__DATA FOR PROCESSING__
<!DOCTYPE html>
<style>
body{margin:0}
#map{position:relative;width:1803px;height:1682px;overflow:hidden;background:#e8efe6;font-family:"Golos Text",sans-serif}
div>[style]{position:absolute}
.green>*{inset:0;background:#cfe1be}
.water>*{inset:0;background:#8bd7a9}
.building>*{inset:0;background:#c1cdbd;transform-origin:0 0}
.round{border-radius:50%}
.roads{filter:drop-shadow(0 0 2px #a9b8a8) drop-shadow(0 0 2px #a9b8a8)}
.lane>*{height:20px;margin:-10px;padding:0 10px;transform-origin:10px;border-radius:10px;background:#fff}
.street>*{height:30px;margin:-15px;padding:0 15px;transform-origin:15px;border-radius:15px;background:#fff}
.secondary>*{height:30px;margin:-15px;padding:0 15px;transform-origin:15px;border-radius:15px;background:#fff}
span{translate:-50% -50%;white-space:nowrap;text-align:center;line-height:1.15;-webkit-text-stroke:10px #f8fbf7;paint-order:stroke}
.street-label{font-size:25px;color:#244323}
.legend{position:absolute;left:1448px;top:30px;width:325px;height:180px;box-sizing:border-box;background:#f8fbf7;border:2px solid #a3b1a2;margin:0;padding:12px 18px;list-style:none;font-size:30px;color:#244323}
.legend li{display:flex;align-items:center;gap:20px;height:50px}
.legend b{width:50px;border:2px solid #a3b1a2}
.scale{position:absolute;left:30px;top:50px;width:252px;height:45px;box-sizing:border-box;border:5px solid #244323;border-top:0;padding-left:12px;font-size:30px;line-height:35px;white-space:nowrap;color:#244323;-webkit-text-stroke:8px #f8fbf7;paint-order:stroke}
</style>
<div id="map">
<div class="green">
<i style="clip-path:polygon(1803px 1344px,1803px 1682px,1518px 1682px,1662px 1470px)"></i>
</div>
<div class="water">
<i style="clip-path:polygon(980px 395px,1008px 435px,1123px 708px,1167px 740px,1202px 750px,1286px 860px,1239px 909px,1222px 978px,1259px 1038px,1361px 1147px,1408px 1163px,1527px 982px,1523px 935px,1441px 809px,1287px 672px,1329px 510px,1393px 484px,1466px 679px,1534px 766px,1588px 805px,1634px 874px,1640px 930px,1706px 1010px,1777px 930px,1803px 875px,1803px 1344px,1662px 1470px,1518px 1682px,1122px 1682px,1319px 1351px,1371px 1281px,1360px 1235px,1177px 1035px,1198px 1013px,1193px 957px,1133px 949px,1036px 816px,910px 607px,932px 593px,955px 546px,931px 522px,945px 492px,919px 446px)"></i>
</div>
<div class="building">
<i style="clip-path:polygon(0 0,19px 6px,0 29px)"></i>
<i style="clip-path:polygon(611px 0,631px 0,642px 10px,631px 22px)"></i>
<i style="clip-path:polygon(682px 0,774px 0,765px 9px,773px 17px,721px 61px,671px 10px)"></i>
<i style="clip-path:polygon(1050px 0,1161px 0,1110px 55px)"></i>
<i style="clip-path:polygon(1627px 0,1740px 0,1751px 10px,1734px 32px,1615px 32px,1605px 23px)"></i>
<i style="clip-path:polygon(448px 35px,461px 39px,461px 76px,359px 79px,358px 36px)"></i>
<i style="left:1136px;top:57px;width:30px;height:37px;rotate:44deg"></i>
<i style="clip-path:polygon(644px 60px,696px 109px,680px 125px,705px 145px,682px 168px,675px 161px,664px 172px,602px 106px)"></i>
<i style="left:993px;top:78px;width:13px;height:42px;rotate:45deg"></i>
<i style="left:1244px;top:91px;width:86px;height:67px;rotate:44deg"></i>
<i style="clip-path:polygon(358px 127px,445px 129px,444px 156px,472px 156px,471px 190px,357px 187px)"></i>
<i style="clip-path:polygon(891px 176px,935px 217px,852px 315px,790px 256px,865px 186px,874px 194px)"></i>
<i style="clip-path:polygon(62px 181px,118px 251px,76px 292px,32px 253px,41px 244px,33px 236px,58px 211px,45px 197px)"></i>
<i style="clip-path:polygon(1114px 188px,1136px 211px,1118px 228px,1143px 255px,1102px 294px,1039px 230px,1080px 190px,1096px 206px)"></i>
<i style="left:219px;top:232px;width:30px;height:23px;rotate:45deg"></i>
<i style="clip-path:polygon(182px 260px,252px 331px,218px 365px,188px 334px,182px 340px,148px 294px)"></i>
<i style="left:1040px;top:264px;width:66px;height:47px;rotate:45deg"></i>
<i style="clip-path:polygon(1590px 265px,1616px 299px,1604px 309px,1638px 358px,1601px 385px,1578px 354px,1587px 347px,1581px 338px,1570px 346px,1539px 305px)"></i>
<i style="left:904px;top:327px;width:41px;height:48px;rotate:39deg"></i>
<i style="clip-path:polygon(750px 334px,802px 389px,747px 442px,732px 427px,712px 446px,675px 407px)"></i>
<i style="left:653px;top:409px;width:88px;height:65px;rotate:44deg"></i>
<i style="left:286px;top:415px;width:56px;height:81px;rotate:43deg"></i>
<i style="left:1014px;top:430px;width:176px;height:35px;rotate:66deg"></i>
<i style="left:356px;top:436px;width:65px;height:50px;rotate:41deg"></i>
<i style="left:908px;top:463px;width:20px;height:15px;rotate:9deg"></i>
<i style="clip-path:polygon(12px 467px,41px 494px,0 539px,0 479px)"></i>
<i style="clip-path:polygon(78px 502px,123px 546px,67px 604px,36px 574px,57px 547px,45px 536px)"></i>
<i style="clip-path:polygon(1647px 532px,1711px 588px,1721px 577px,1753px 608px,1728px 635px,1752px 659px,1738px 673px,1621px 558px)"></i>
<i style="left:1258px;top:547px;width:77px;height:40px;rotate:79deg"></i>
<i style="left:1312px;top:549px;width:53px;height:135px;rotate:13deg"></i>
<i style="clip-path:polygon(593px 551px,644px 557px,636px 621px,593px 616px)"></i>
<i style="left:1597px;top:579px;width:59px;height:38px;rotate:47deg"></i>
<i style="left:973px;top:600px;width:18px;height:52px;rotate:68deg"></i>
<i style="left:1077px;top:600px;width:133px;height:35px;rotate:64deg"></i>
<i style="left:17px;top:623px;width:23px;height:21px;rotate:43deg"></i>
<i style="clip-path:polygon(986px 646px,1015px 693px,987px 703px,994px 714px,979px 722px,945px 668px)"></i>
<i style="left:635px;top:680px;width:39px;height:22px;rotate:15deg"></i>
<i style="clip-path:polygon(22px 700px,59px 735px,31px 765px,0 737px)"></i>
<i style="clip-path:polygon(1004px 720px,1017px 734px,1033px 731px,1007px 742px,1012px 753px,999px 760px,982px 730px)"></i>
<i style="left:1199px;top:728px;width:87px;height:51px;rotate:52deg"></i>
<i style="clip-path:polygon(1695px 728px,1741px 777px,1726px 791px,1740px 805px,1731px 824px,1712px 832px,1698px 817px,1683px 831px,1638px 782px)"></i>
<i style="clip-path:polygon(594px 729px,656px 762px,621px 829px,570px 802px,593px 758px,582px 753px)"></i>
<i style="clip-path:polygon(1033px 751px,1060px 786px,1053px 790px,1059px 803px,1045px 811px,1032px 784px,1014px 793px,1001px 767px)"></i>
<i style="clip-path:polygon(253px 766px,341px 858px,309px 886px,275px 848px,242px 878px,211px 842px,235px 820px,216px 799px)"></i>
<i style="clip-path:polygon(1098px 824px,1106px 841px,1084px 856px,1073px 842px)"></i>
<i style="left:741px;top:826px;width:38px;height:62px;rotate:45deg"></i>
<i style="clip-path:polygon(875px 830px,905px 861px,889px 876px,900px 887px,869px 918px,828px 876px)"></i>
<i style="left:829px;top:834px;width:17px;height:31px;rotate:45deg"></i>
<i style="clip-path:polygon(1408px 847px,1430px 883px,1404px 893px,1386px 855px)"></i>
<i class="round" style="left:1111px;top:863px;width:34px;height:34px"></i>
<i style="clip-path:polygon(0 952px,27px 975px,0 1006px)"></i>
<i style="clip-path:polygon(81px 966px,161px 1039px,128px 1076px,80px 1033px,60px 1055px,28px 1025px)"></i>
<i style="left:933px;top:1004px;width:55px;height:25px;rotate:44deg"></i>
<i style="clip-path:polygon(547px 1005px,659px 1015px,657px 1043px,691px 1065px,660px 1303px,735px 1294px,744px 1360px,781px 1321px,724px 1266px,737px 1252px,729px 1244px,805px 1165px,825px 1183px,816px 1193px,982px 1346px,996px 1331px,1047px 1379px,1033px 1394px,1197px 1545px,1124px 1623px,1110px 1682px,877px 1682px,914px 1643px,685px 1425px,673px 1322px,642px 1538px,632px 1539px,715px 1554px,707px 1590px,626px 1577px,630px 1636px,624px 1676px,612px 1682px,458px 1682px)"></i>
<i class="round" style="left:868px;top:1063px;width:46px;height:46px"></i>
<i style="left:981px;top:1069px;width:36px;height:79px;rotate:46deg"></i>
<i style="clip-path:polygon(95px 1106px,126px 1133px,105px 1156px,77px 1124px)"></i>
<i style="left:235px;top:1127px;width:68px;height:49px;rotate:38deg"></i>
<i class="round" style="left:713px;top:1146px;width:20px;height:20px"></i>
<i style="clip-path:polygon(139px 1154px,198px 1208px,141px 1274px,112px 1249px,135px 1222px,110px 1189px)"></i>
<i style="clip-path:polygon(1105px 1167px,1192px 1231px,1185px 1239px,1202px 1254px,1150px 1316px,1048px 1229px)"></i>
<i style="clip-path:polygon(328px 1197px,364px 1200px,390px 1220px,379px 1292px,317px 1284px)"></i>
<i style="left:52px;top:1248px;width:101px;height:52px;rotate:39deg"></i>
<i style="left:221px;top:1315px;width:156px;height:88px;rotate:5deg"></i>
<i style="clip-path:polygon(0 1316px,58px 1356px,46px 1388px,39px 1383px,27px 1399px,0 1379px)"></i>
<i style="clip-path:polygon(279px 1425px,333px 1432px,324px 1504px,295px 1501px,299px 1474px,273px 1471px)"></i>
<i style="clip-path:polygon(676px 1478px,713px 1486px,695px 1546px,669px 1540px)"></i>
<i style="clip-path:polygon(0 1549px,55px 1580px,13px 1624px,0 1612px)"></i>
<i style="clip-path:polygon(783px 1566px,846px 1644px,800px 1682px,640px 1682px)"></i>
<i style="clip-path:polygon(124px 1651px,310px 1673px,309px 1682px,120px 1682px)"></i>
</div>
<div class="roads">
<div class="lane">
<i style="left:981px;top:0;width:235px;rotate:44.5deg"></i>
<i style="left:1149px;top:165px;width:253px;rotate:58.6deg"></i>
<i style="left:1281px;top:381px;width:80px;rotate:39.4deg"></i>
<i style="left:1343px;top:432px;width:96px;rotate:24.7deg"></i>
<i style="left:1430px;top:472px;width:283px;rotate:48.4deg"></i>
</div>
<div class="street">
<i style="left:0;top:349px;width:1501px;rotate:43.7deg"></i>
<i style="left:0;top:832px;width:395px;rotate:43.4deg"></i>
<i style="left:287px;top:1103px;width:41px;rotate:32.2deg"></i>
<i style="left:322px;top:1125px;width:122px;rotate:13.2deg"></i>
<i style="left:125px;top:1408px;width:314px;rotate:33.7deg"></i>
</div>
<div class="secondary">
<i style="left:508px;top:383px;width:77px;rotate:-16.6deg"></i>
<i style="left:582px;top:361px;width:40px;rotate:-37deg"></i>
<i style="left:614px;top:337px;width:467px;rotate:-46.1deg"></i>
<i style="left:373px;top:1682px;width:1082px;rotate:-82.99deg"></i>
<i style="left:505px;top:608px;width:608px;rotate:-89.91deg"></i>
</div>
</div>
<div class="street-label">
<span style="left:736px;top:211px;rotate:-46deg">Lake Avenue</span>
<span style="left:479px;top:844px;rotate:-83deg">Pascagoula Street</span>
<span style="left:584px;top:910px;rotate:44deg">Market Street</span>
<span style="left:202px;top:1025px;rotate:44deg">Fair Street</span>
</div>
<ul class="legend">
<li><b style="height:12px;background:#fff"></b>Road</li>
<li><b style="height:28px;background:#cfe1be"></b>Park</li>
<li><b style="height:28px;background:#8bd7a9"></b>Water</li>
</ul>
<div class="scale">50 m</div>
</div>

* * *

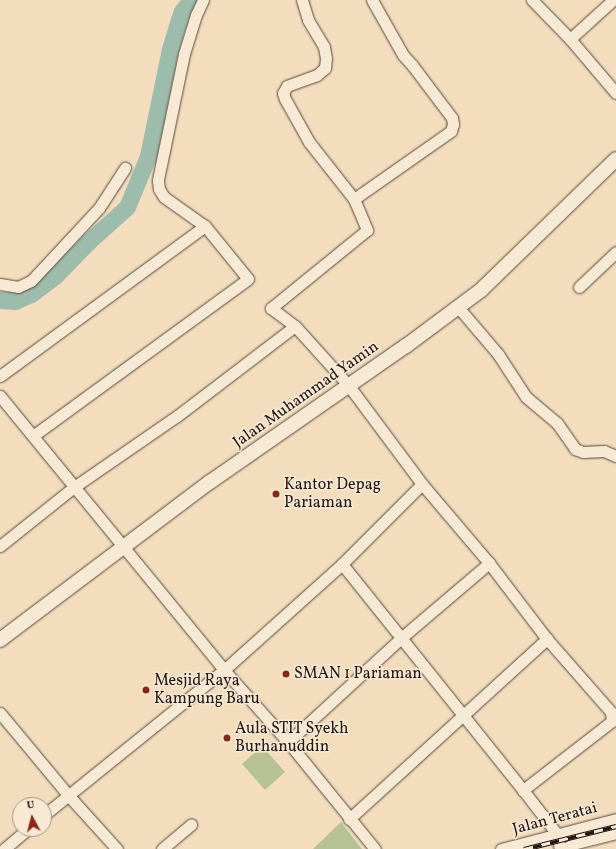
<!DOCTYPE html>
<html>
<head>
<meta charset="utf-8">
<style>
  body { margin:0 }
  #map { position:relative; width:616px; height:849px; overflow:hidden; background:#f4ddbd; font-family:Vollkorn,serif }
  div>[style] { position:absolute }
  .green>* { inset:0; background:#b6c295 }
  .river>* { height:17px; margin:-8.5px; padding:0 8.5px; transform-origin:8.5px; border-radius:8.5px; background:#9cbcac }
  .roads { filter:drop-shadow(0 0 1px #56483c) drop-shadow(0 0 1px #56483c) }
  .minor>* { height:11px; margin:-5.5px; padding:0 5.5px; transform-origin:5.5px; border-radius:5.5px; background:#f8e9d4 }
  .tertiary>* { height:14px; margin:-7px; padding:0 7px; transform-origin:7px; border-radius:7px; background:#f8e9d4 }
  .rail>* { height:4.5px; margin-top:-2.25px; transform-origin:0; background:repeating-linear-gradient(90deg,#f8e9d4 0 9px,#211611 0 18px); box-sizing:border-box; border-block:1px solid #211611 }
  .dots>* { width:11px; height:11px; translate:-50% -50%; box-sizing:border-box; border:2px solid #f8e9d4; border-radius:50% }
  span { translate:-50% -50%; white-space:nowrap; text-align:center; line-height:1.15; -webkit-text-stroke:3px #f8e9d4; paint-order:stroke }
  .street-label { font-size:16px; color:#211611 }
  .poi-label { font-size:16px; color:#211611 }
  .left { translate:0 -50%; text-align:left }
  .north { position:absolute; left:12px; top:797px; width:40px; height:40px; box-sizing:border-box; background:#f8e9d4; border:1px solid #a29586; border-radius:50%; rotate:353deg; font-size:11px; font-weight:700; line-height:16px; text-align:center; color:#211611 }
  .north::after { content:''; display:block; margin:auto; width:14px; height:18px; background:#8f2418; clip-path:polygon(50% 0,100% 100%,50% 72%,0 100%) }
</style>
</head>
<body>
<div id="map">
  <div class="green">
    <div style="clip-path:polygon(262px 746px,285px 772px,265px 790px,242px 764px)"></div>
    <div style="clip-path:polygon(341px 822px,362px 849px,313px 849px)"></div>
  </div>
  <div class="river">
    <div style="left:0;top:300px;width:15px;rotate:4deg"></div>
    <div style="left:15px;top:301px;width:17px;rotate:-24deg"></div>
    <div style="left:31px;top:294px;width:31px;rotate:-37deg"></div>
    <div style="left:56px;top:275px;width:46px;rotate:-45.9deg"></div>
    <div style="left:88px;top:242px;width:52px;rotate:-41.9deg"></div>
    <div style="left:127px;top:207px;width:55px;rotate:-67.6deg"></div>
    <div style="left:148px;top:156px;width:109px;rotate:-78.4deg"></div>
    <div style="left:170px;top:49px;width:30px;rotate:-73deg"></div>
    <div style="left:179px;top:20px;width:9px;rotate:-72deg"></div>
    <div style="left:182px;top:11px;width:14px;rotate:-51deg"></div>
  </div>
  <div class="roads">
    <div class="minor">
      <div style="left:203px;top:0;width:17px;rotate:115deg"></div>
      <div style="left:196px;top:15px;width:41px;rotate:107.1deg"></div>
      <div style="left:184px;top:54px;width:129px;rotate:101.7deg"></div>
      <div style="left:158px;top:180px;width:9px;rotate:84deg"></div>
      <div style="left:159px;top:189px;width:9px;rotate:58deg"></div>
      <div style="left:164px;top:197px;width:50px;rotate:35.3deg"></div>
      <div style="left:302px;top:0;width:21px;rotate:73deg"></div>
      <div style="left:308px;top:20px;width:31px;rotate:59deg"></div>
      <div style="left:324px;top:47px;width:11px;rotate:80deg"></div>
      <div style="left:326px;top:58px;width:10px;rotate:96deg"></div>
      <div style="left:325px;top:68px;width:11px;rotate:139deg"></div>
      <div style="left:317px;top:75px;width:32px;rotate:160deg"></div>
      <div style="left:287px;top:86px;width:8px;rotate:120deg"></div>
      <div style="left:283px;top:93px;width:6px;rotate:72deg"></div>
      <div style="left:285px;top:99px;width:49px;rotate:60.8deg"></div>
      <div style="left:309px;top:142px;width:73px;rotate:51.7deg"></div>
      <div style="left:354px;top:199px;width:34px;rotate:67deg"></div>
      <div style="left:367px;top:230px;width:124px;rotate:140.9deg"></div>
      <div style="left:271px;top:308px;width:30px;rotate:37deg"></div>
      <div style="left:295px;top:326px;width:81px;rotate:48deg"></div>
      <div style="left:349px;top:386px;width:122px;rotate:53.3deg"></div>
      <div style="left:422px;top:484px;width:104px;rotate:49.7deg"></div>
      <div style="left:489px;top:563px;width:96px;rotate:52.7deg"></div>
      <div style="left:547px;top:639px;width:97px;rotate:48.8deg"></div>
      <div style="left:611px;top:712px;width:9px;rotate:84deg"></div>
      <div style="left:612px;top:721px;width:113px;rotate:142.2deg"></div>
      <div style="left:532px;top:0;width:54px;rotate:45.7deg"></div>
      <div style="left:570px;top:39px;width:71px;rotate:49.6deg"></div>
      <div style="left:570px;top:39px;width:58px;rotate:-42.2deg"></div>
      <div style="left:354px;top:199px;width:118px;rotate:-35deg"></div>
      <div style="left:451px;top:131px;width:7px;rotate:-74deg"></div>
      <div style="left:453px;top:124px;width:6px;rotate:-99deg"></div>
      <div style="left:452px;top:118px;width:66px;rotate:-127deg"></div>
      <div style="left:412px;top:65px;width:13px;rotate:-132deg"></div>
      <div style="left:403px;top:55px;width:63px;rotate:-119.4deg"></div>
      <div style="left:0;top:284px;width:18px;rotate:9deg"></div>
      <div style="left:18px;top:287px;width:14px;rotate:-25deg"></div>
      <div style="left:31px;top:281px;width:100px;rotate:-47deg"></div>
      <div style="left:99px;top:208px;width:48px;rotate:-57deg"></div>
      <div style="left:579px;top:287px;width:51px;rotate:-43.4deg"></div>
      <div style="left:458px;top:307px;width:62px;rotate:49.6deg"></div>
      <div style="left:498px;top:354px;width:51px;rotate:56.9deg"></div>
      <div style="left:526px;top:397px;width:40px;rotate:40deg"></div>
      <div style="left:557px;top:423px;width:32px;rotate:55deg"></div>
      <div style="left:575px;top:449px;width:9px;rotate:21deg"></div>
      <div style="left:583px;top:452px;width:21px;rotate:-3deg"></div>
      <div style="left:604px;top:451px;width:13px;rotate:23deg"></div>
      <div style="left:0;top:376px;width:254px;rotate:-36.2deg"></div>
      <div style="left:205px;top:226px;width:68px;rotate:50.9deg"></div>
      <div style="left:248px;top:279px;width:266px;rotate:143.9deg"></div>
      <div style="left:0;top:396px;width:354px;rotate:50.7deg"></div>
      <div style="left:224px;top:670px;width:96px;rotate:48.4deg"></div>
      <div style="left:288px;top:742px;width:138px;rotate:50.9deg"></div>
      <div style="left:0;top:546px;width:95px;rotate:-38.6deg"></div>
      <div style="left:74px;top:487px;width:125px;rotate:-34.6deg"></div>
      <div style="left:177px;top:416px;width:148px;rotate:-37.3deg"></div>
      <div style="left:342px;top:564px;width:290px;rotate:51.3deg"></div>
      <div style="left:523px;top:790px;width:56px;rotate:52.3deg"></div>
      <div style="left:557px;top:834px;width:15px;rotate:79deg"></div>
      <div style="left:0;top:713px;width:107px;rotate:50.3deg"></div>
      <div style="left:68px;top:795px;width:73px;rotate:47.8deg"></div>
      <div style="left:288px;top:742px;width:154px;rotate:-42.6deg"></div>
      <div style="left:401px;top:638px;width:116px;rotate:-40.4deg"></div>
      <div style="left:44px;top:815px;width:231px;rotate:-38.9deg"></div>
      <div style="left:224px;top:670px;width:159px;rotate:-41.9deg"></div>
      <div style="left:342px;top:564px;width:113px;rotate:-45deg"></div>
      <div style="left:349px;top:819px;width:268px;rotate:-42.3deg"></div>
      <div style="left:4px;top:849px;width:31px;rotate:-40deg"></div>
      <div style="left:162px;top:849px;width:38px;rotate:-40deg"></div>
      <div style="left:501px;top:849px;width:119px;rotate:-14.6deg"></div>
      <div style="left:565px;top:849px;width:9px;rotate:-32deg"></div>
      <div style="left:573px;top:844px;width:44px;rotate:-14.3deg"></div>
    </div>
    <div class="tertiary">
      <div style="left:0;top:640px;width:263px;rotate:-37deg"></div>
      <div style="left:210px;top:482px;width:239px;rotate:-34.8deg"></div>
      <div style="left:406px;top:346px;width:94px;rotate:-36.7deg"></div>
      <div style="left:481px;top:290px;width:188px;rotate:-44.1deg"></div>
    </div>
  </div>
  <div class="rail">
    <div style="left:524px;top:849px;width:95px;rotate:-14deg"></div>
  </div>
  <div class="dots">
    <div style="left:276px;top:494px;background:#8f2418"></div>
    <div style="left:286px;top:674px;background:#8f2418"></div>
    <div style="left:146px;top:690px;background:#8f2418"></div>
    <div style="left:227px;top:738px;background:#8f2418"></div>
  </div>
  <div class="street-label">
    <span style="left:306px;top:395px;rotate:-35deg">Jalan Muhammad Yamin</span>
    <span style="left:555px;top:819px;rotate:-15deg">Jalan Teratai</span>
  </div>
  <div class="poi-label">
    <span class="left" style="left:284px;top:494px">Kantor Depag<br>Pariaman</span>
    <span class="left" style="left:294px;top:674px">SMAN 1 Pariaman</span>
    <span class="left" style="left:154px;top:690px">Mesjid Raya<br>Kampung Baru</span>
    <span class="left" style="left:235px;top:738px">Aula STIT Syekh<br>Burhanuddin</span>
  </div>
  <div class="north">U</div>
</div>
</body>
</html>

__PROBLEM REQUIREMENTS__
Write out exactly the lines above between the line with "height:11px; margin:-5.5px; padding:0" and the line with "width:11px; height:11px; translate:-50%", inclusive, and nothing beyond them.

__ANSWER SECTION__
  .minor>* { height:11px; margin:-5.5px; padding:0 5.5px; transform-origin:5.5px; border-radius:5.5px; background:#f8e9d4 }
  .tertiary>* { height:14px; margin:-7px; padding:0 7px; transform-origin:7px; border-radius:7px; background:#f8e9d4 }
  .rail>* { height:4.5px; margin-top:-2.25px; transform-origin:0; background:repeating-linear-gradient(90deg,#f8e9d4 0 9px,#211611 0 18px); box-sizing:border-box; border-block:1px solid #211611 }
  .dots>* { width:11px; height:11px; translate:-50% -50%; box-sizing:border-box; border:2px solid #f8e9d4; border-radius:50% }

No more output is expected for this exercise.